Description
This Baked Parmesan Crusted Salmon with Lemon Cream Sauce is a delicious and elegant dish perfect for a special dinner. Featuring a crispy Parmesan and herb crust atop tender, juicy salmon, and complemented by a rich, tangy lemon cream sauce, it’s sure to impress while being straightforward to prepare.
Ingredients
Scale
Salmon and Crust
- 1 (1 – 1.4 kg / 2 – 2.8 lb) side of salmon
- 3-4 tbsp Dijon mustard
- 1 cup panko breadcrumbs (50g)
- Oil spray
- 50g / 3 tbsp butter, melted
- 1/3 cup grated Parmesan (store bought) or 1/2 cup fresh grated Parmesan
- 2 tbsp finely chopped fresh parsley
- 2 tbsp finely chopped fresh dill
- Zest of 1 lemon
- 1/2 tsp salt
- Pepper, to taste
Lemon Cream Sauce
- 30g / 2 tbsp butter
- 1 eschallot, finely chopped
- 1 1/4 cups dry white wine
- 1 1/2 cups heavy cream / thickened cream
- 1 tbsp Dijon mustard
- 2 1/2 tbsp lemon juice (plus more to taste)
- 1/2 tsp sugar
- Salt and pepper, to taste
To Serve
- Watercress
- Lemon wedges
- Fresh dill
Instructions
- Bring Salmon to Room Temperature: Remove the salmon from the refrigerator and allow it to come to room temperature for even cooking.
- Preheat Oven: Set your oven to 200°C (390°F) or 180°C (fan forced) to prepare for baking.

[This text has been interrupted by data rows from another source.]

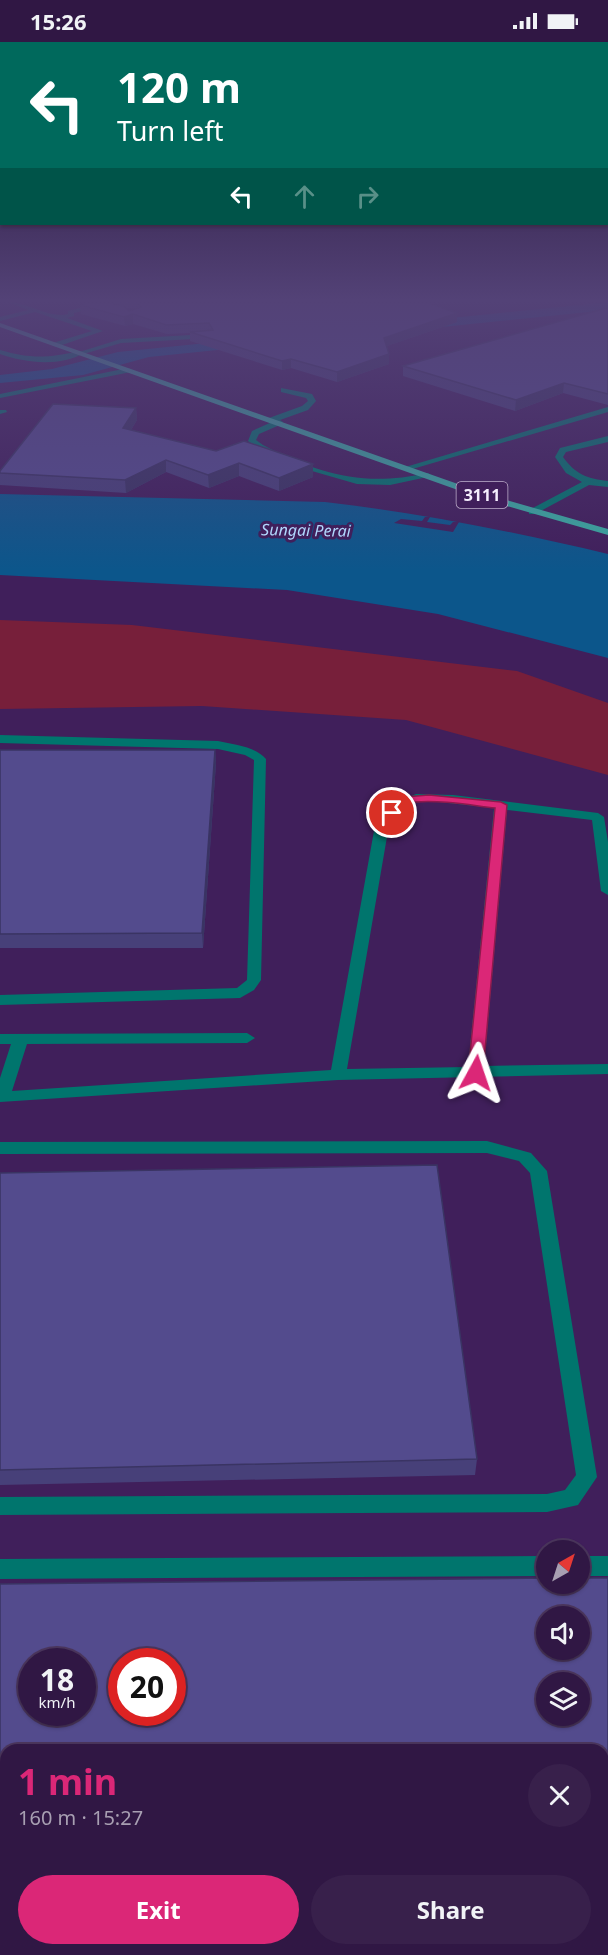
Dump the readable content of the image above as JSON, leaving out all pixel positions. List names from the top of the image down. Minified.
{"streets":{"main road":["3111"]},"water":["Sungai Perai"],"north":"top right","page":{"status":"15:26","turn":["120 m","Turn left"],"speed":"18 km/h","limit":"20","heading":["1 min","160 m · 15:27"],"buttons":["Exit","Share"]}}
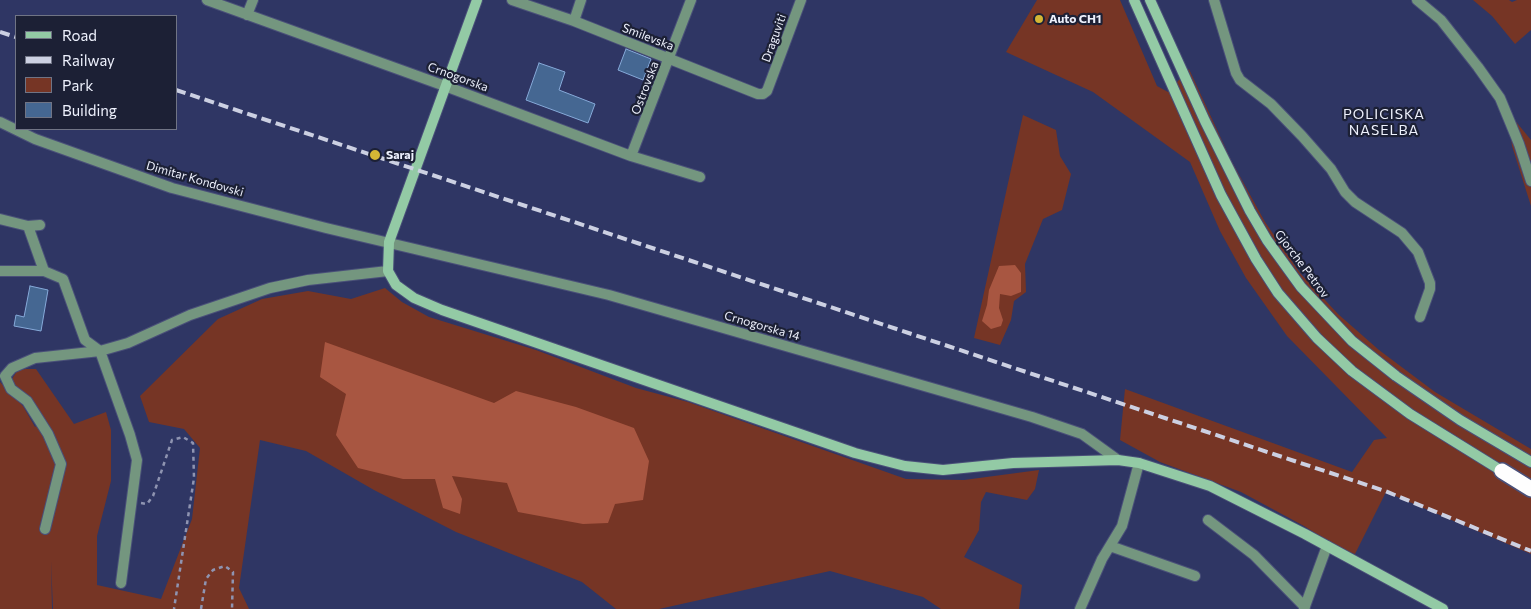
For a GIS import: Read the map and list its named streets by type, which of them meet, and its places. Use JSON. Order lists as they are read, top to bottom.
{
  "streets": {
    "main road": ["Gjorche Petrov"],
    "street": [
      "Smilevska",
      "Draguviti",
      "Crnogorska",
      "Ostrovska",
      "Dimitar Kondovski",
      "Crnogorska 14"
    ]
  },
  "crossings": [
    ["Smilevska", "Draguviti"],
    ["Smilevska", "Ostrovska"],
    ["Crnogorska", "Ostrovska"],
    ["Dimitar Kondovski", "Crnogorska 14"]
  ],
  "districts": ["POLICISKA NASELBA"],
  "places": ["Auto CH1", "Saraj"],
  "legend": [
    "Road",
    "Railway",
    "Park",
    "Building"
  ]
}
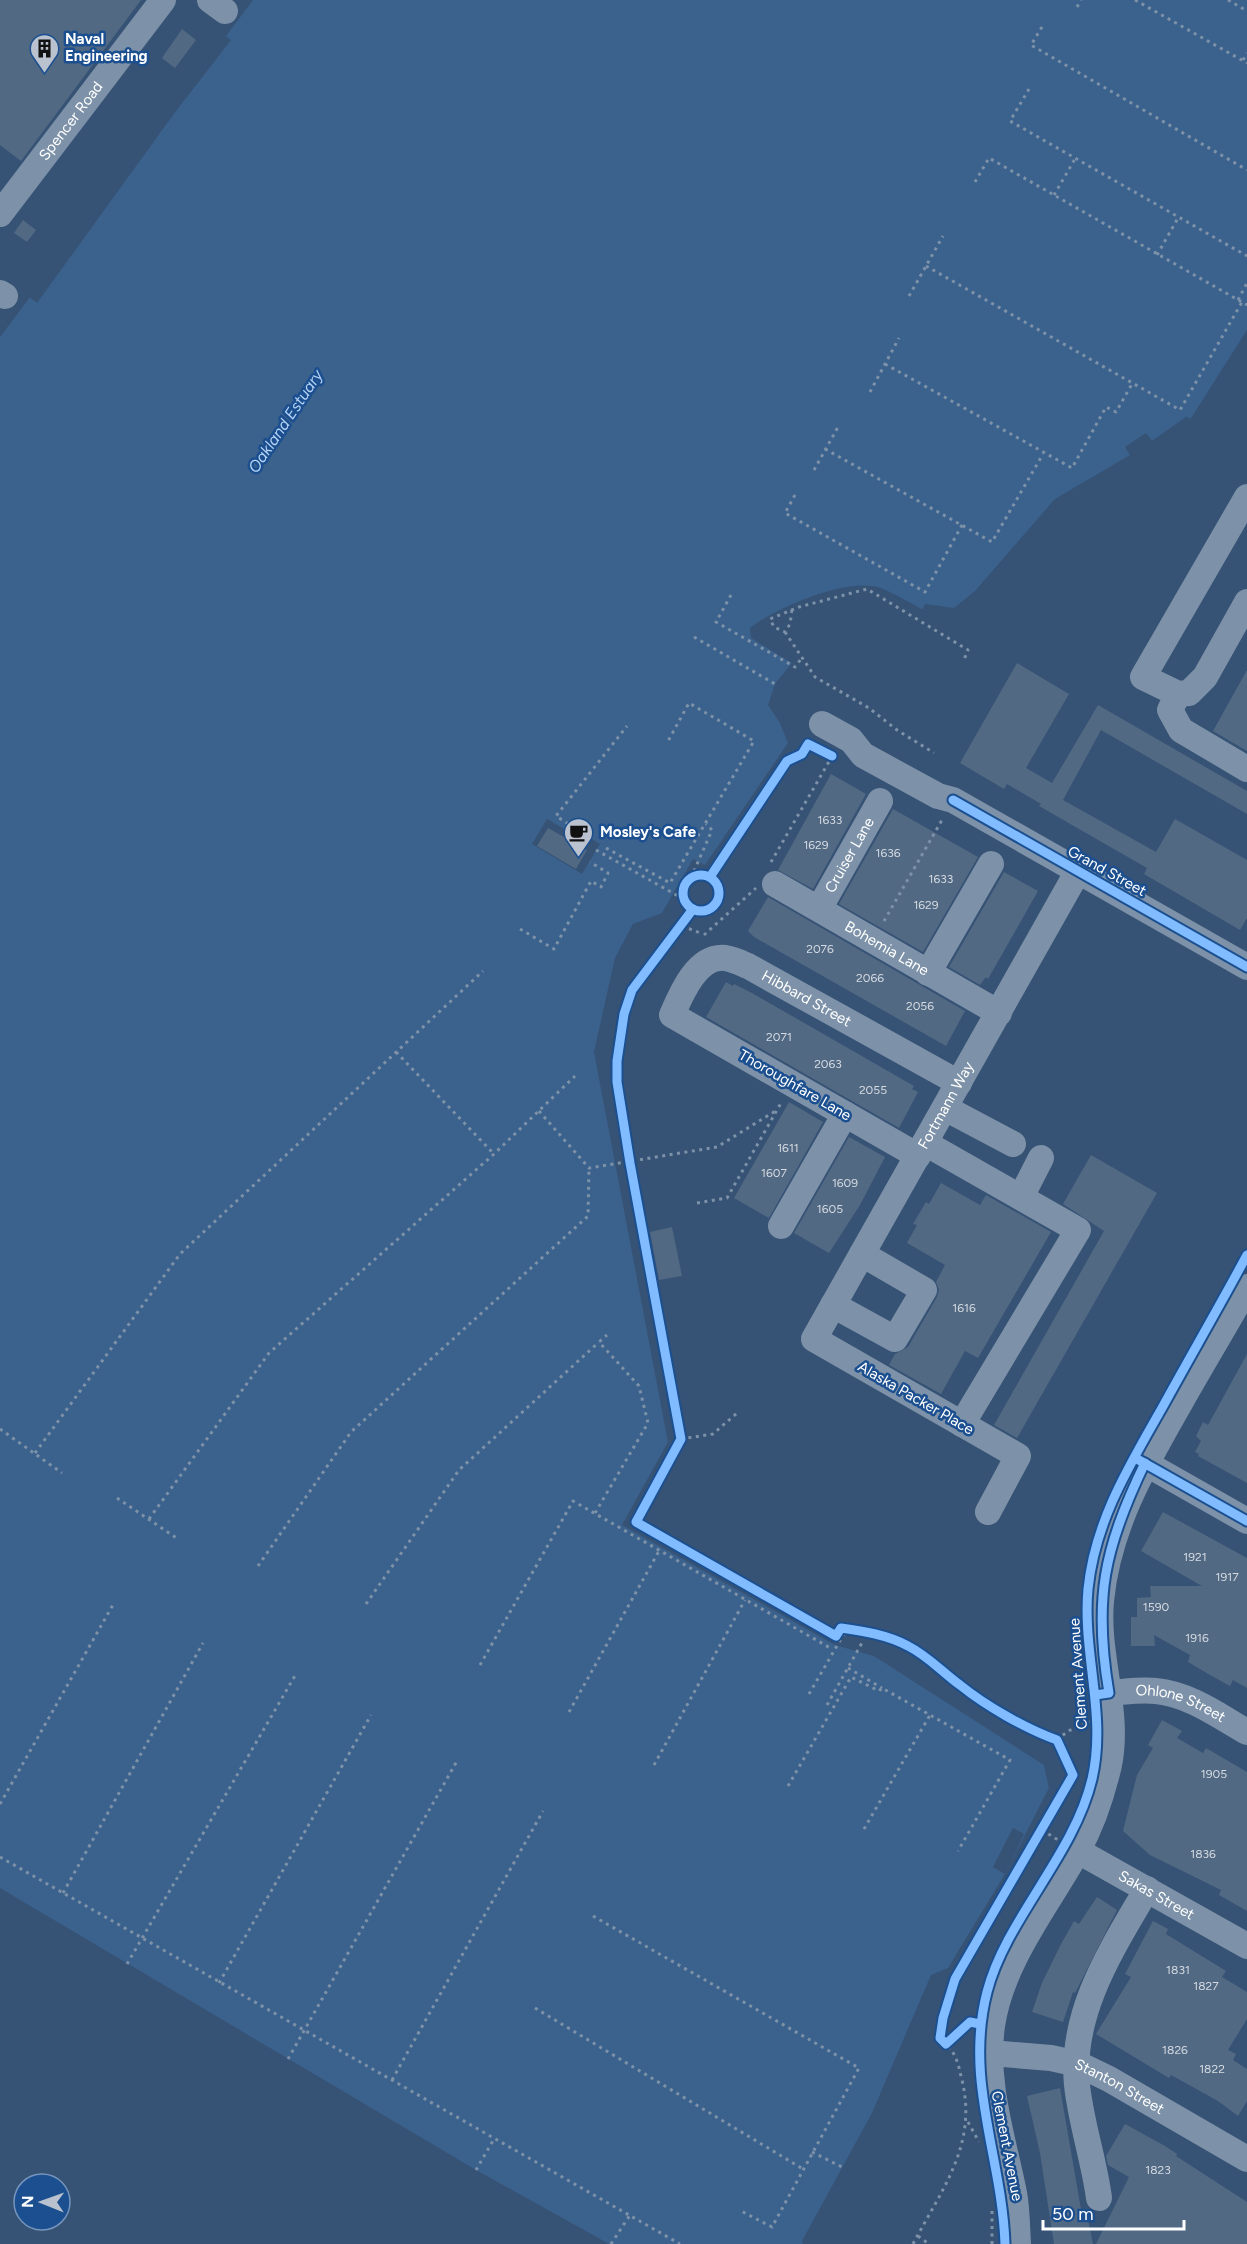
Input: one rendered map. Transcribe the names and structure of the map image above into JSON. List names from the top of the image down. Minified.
{"streets":{"street":["Spencer Road","Cruiser Lane","Grand Street","Bohemia Lane","Hibbard Street","Thoroughfare Lane","Fortmann Way","Alaska Packer Place","Ohlone Street","Sakas Street","Stanton Street"],"cycle path":["Clement Avenue"]},"crossings":[["Cruiser Lane","Bohemia Lane"],["Grand Street","Fortmann Way"],["Bohemia Lane","Fortmann Way"],["Hibbard Street","Thoroughfare Lane"],["Hibbard Street","Fortmann Way"],["Thoroughfare Lane","Fortmann Way"],["Thoroughfare Lane","Alaska Packer Place"],["Fortmann Way","Alaska Packer Place"],["Clement Avenue","Ohlone Street"]],"water":["Oakland Estuary"],"places":{"building":["Naval Engineering"],"cafe":["Mosley's Cafe"]},"house_numbers":["1633","1629","1636","1633","1629","2076","2066","2056","2071","2063","2055","1611","1607","1609","1605","1616","1921","1917","1590","1916","1905","1836","1831","1827","1826","1822","1823"],"scale_bar":"50 m","north":"left"}
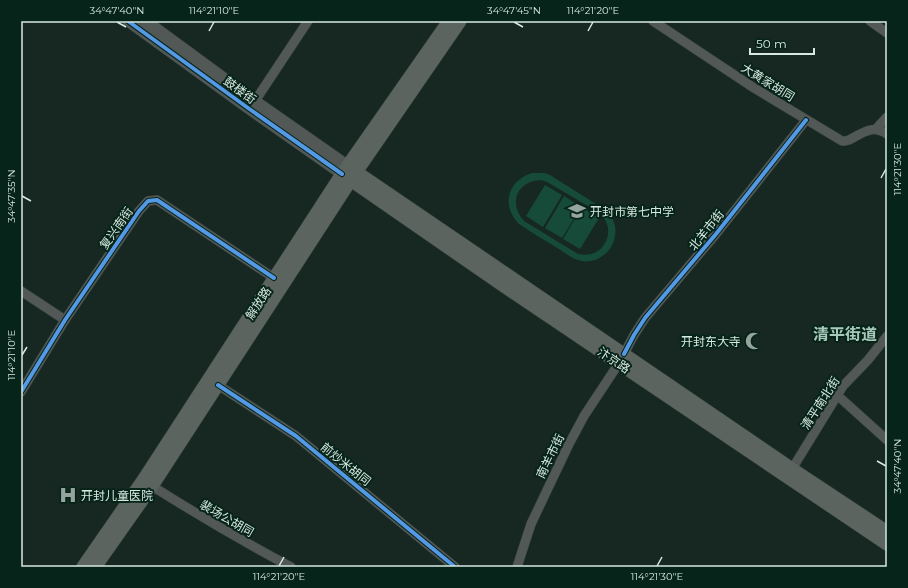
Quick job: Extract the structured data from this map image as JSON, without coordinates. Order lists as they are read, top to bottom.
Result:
{
  "streets": {
    "main road": ["解放路", "汴京路"],
    "street": [
      "大黄家胡同",
      "鼓楼街",
      "复兴南街",
      "北羊市街",
      "清平南北街",
      "南羊市街",
      "前炒米胡同",
      "裴场公胡同"
    ]
  },
  "crossings": [
    ["大黄家胡同", "北羊市街"],
    ["鼓楼街", "解放路"],
    ["鼓楼街", "汴京路"],
    ["复兴南街", "解放路"],
    ["北羊市街", "汴京路"],
    ["北羊市街", "南羊市街"],
    ["解放路", "汴京路"],
    ["解放路", "前炒米胡同"],
    ["解放路", "裴场公胡同"],
    ["汴京路", "清平南北街"],
    ["汴京路", "南羊市街"]
  ],
  "districts": ["清平街道"],
  "places": {
    "school or university": ["开封市第七中学"],
    "mosque": ["开封东大寺"],
    "hospital": ["开封儿童医院"]
  },
  "scale_bar": "50 m",
  "coordinates": [
    "34°47'40\"N",
    "114°21'10\"E",
    "34°47'45\"N",
    "114°21'20\"E",
    "114°21'30\"E",
    "34°47'35\"N"
  ]
}
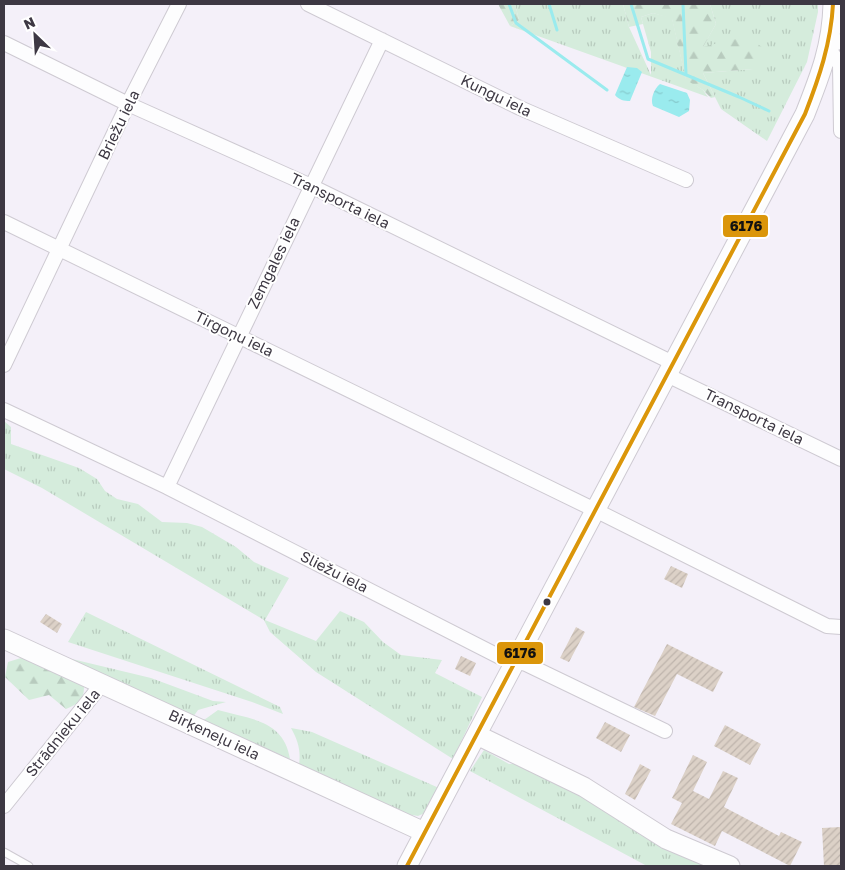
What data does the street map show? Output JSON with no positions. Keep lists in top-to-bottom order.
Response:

- Toast Panko Breadcrumbs: Spread the panko evenly on a baking tray, spray generously with oil, and bake for 3 to 5 minutes until lightly golden. Immediately scrape into a bowl to prevent overbaking.
- Prepare Parmesan Crumb Mixture: Add melted butter to the toasted panko, then stir in the Parmesan, parsley, dill, lemon zest, salt, and pepper until well combined.
- Prepare Salmon: Line the baking tray with foil and place the salmon on top.
- Spread Mustard: Using a butter knife, spread a thin layer of Dijon mustard evenly over the salmon, similar to buttering toast.
- Apply Parmesan Crust: Sprinkle the prepared Parmesan crumb mixture generously and evenly over the mustard-coated salmon.
- Bake Salmon: Bake in the preheated oven for 20 minutes or until just cooked through but still juicy, adjusting time to your preference.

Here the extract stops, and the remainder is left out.